Filed in Delaware, Featured by on May 18, 2017

A quid pro quo?

Both HB 16 (Ramone)  and HB 175 (Schwartzkopf) are on today’s House Agenda. HB 175 raises corporates taxes and fees and makes a substantial dent in the budget deficit.  HB 16 eliminates the Estate Tax.

I wouldn’t be shocked if Speaker Pete placed HB 16 on the Agenda as part of an agreement with the R’s  that they would not oppose HB 175 if they got a roll call on HB 16.  That, of course, doesn’t mean that D’s will vote for HB 16. Agreeing to place a bill on the Agenda is not the same as agreeing to rustle up votes for the bill. In fact, any D who does vote for the bill deserves a primary opponent. ‘Nuff said.

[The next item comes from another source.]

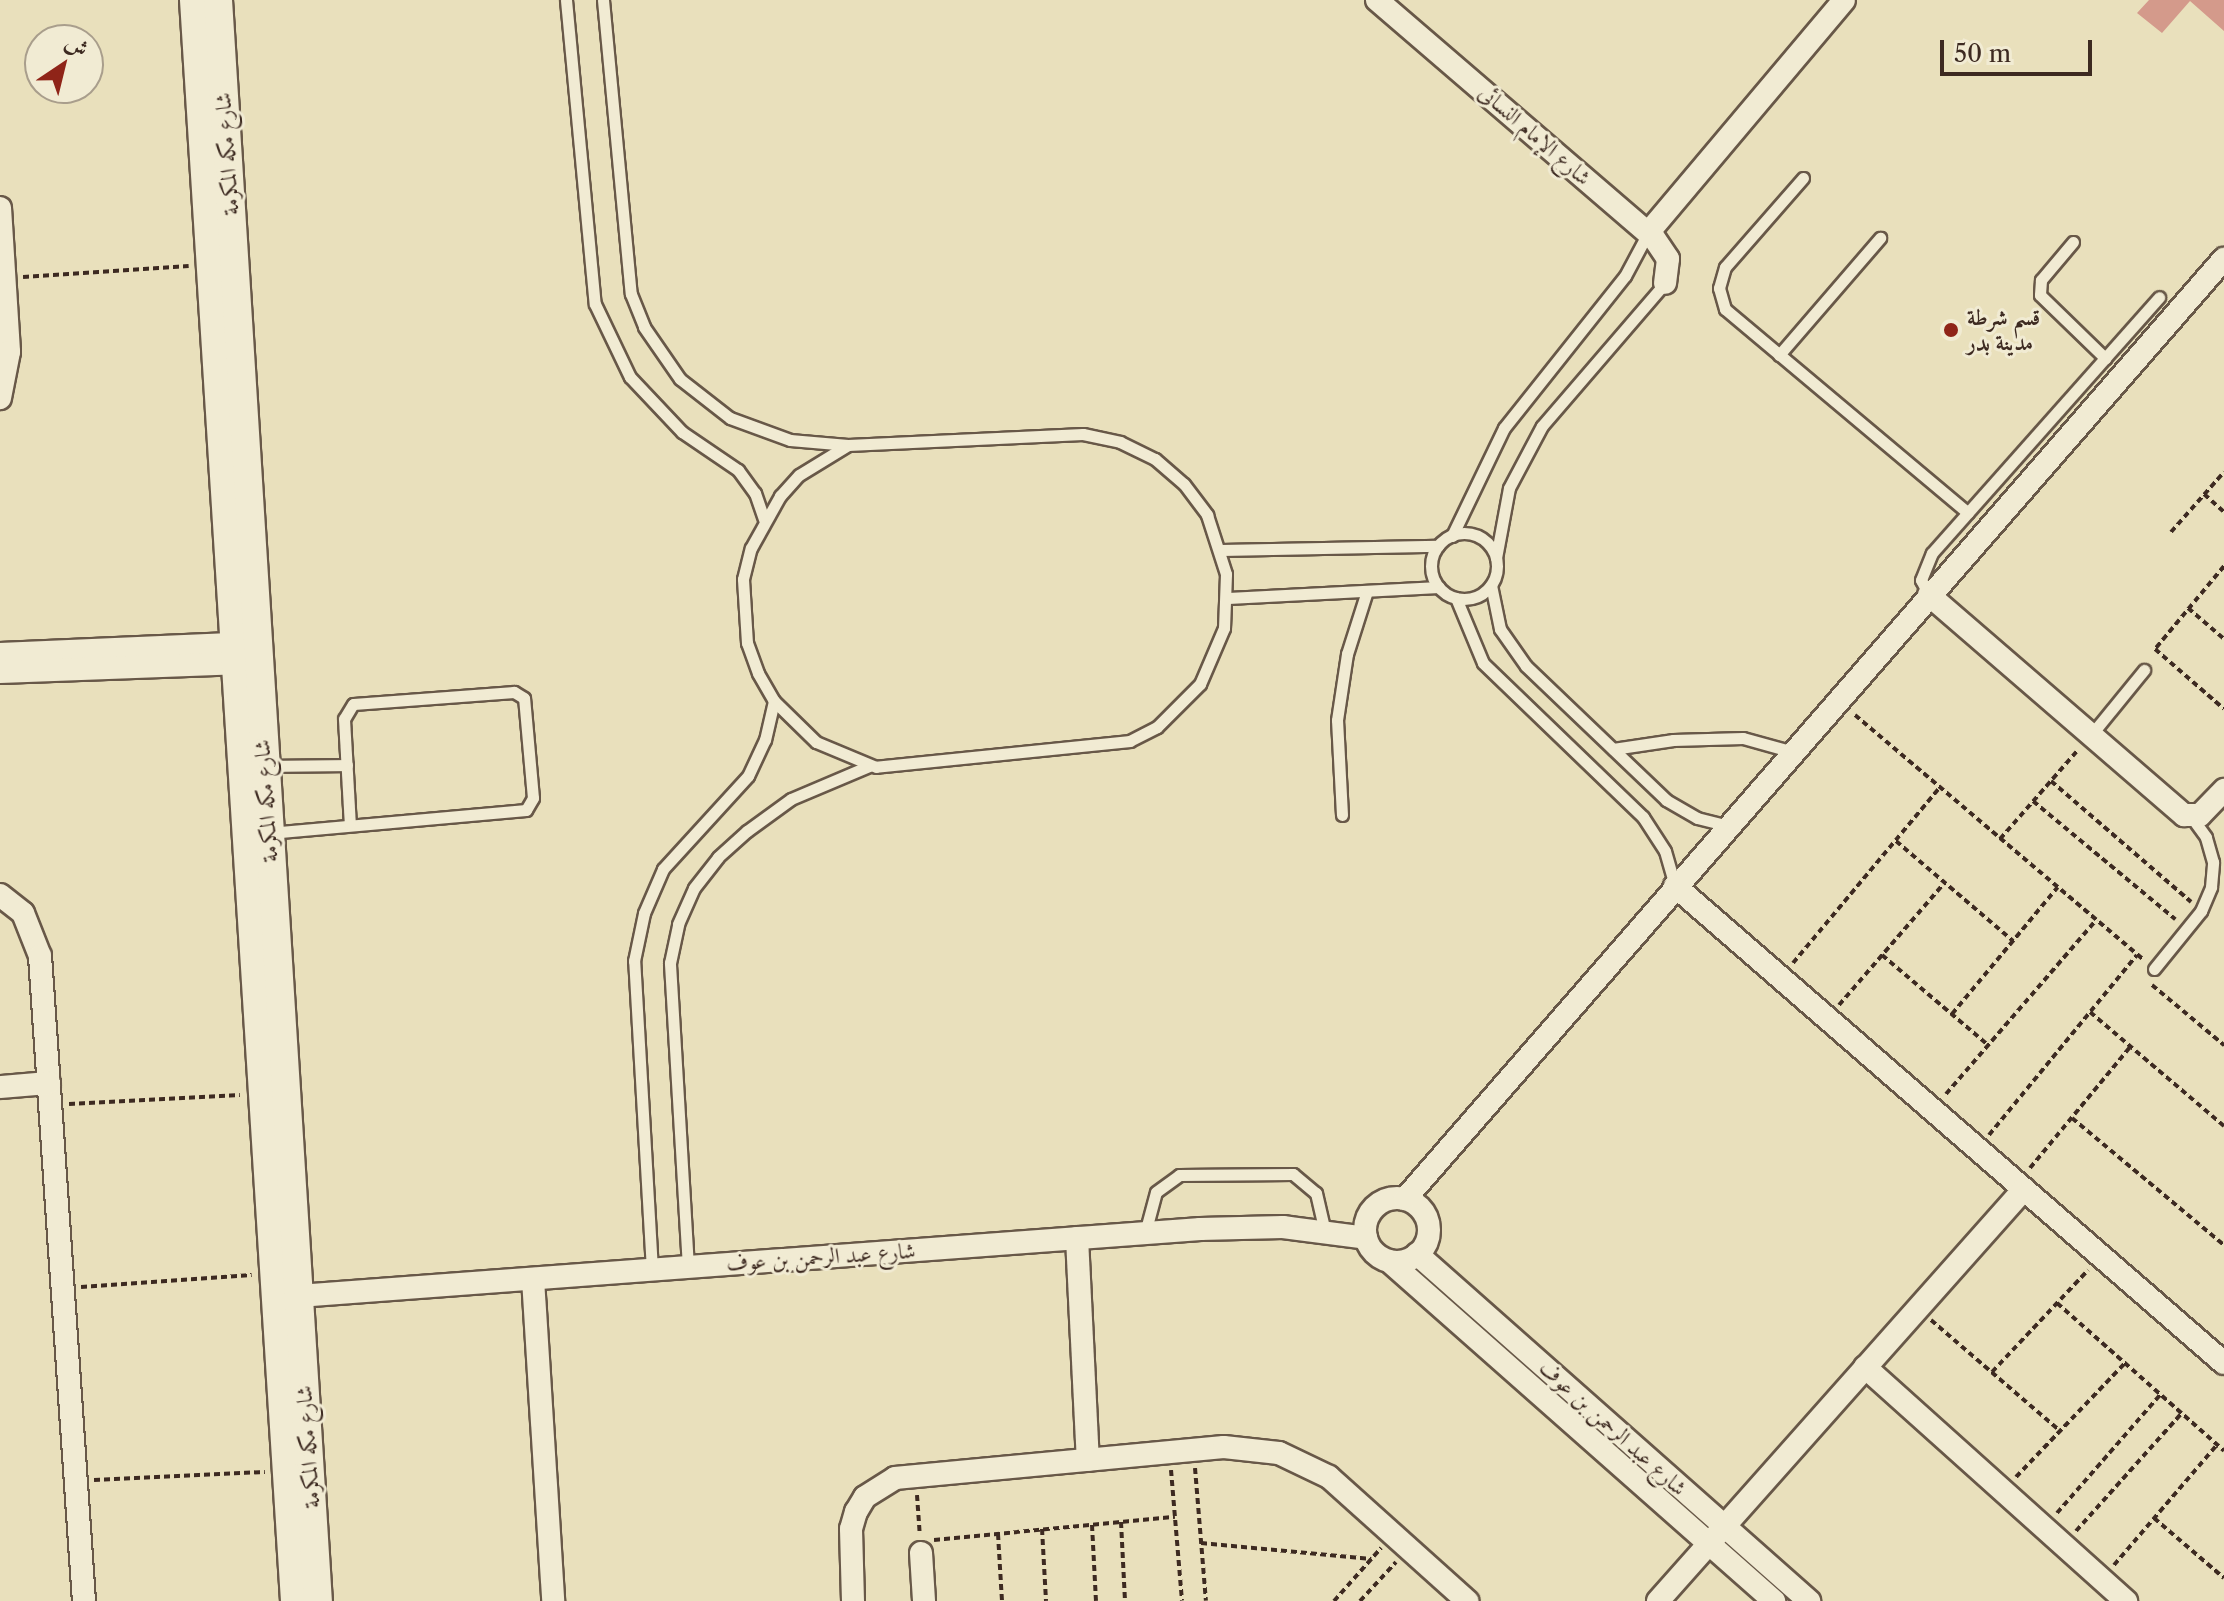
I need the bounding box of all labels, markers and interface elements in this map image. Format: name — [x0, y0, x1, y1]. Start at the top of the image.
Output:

Today’s House Agenda is probably its most ambitious agenda so far this year.  The only question is: Will the House work the entire agenda today?  While the answer would ordinarily be no, this is the last legislative session until June. It will either be a long day in the House, or everybody will scramble out pretty early for some Vay-Kay.  All except for the Joint Finance Committee members, who will be doing some budget markup during the break.

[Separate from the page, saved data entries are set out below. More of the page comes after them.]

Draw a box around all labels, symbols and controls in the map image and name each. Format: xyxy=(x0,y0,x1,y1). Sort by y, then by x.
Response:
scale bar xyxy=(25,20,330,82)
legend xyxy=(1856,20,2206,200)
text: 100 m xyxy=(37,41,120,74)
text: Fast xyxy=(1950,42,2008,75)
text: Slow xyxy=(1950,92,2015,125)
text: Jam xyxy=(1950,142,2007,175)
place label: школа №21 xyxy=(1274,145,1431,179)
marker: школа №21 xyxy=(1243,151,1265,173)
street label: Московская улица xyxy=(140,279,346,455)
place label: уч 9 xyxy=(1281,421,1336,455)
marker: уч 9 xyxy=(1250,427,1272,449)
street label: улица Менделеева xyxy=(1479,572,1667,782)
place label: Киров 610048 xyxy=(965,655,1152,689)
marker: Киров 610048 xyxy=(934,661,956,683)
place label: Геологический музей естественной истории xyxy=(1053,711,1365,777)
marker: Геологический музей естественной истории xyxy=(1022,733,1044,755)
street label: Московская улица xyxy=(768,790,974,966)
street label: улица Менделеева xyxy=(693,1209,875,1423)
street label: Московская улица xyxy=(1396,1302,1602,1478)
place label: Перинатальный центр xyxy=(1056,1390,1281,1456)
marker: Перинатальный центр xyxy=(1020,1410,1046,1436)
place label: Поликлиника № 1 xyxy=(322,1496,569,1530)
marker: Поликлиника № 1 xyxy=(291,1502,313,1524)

HS 1/HB 85 (Williams) will be considered.  We’ve discussed this bill eliminating charter school enrollment preferences before. Rep. Kowalko has introduced a substantive amendment to the bill. Fate of the bill and/or the amendment is uncertain. If you can only listen to one Leg Hall feed today, make it the House.

The Senate Agenda is equally long but less noteworthy. This one’s a good campaign brochure bill: SB 38 (Townsend) codifies existing property tax exemptions for individuals with disabilities, even if the subdivision subsequently eliminates those exemptions. Other than that, some Sunset bills, plus some odds ‘n ends. (Hey, it’s Thursday, I’m burnt out.)

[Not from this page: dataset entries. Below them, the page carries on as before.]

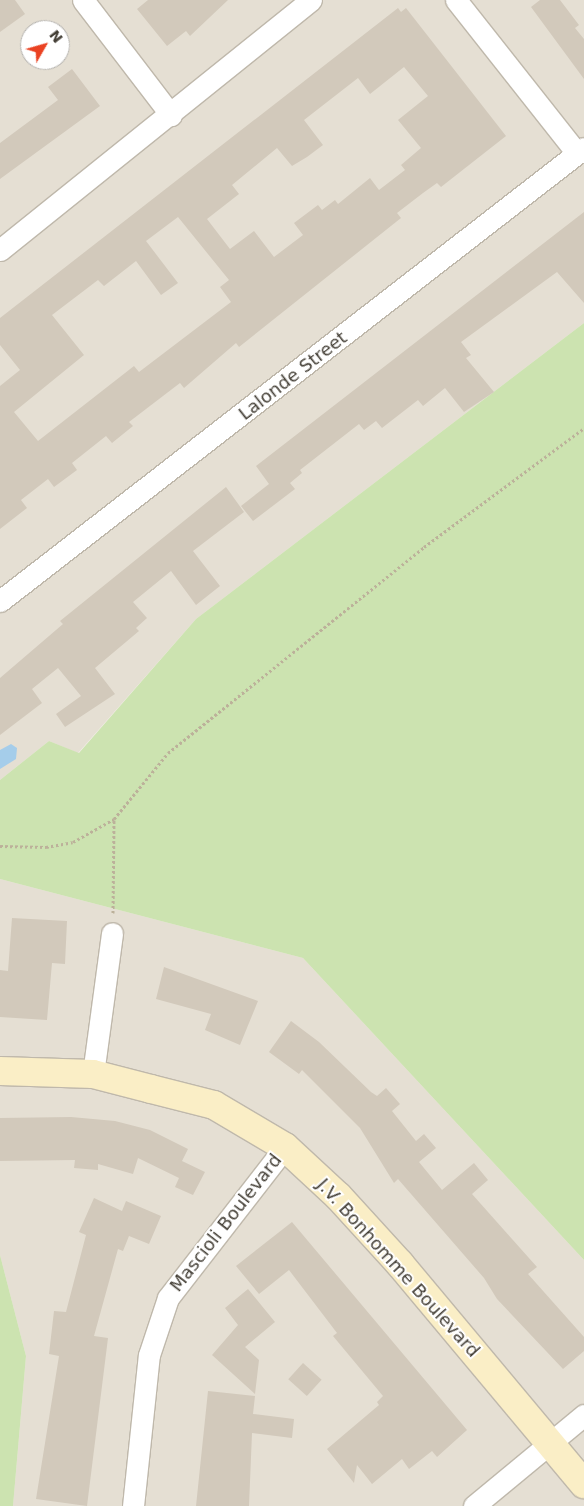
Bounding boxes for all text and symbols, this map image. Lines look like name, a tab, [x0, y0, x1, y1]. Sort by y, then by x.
north arrow	[20, 20, 70, 70]
text: N	[46, 27, 66, 46]
street label: Lalonde Street	[235, 327, 351, 425]
street label: Mascioli Boulevard	[166, 1150, 286, 1296]
street label: J.V. Bonhomme Boulevard	[312, 1174, 484, 1362]

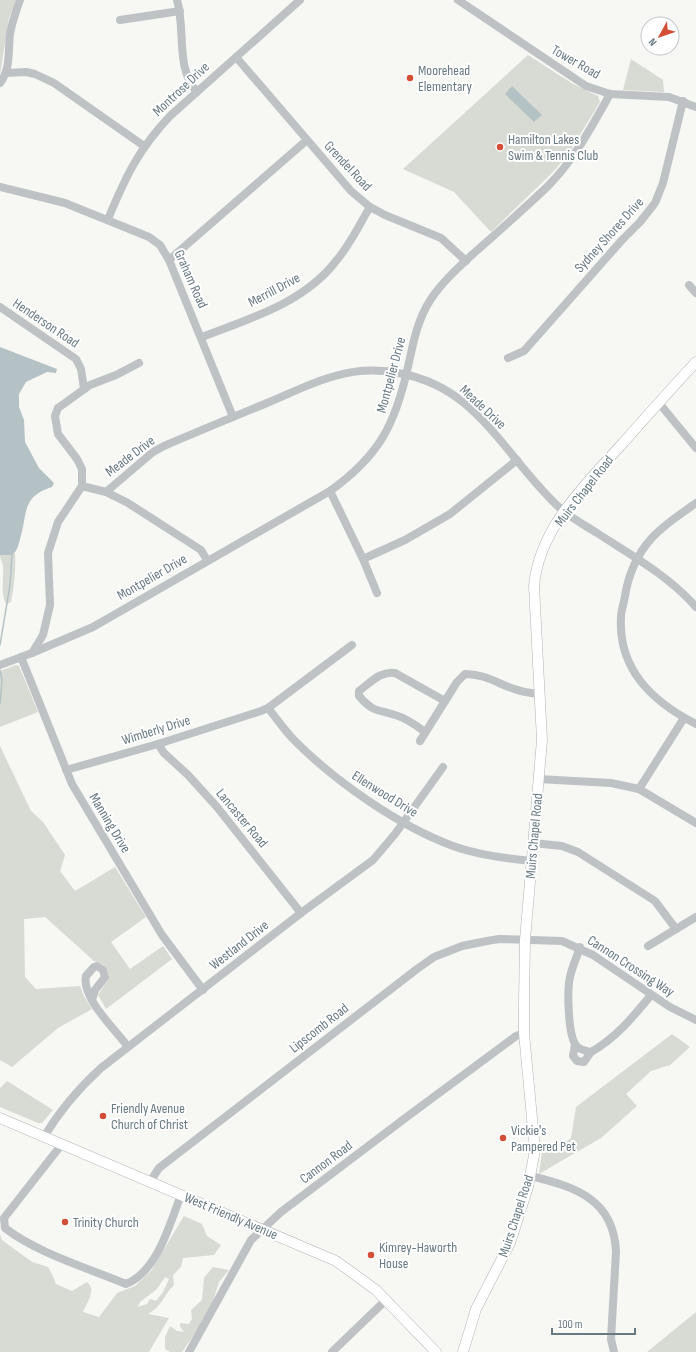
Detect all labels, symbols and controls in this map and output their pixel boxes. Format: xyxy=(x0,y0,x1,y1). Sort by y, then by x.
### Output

OK, let’s see what happened yesterday. For you completists, here is the Session Activity Report,

The highlight? Legislation banning the practice of conversion therapy passed. The roll call on SB 65 (McDowell) was 12 Y, 3N, 4 NV, and 2 Absent.  The three nays were Hocker, Lawson and Richardson.  The Not Votings were Ennis, Marshall, Pettyjohn and Simpson. The three R’s who voted yes were Cloutier, Delcollo and Lopez.  BTW,  I’ve made no secret of my affinity for Bob Marshall.  I like him personally and professionally. However, he no longer can be considered a reliable vote on progressive issues.  It might be better for all concerned if he were to retire at the end of this term.

I’m retiring at the end of this paragraph for a two-week break from the General Assembly. Got to steel myself for what will likely be a contentious June. Perhaps we’ll even have a Jellyfish John sighting. Buh-bye.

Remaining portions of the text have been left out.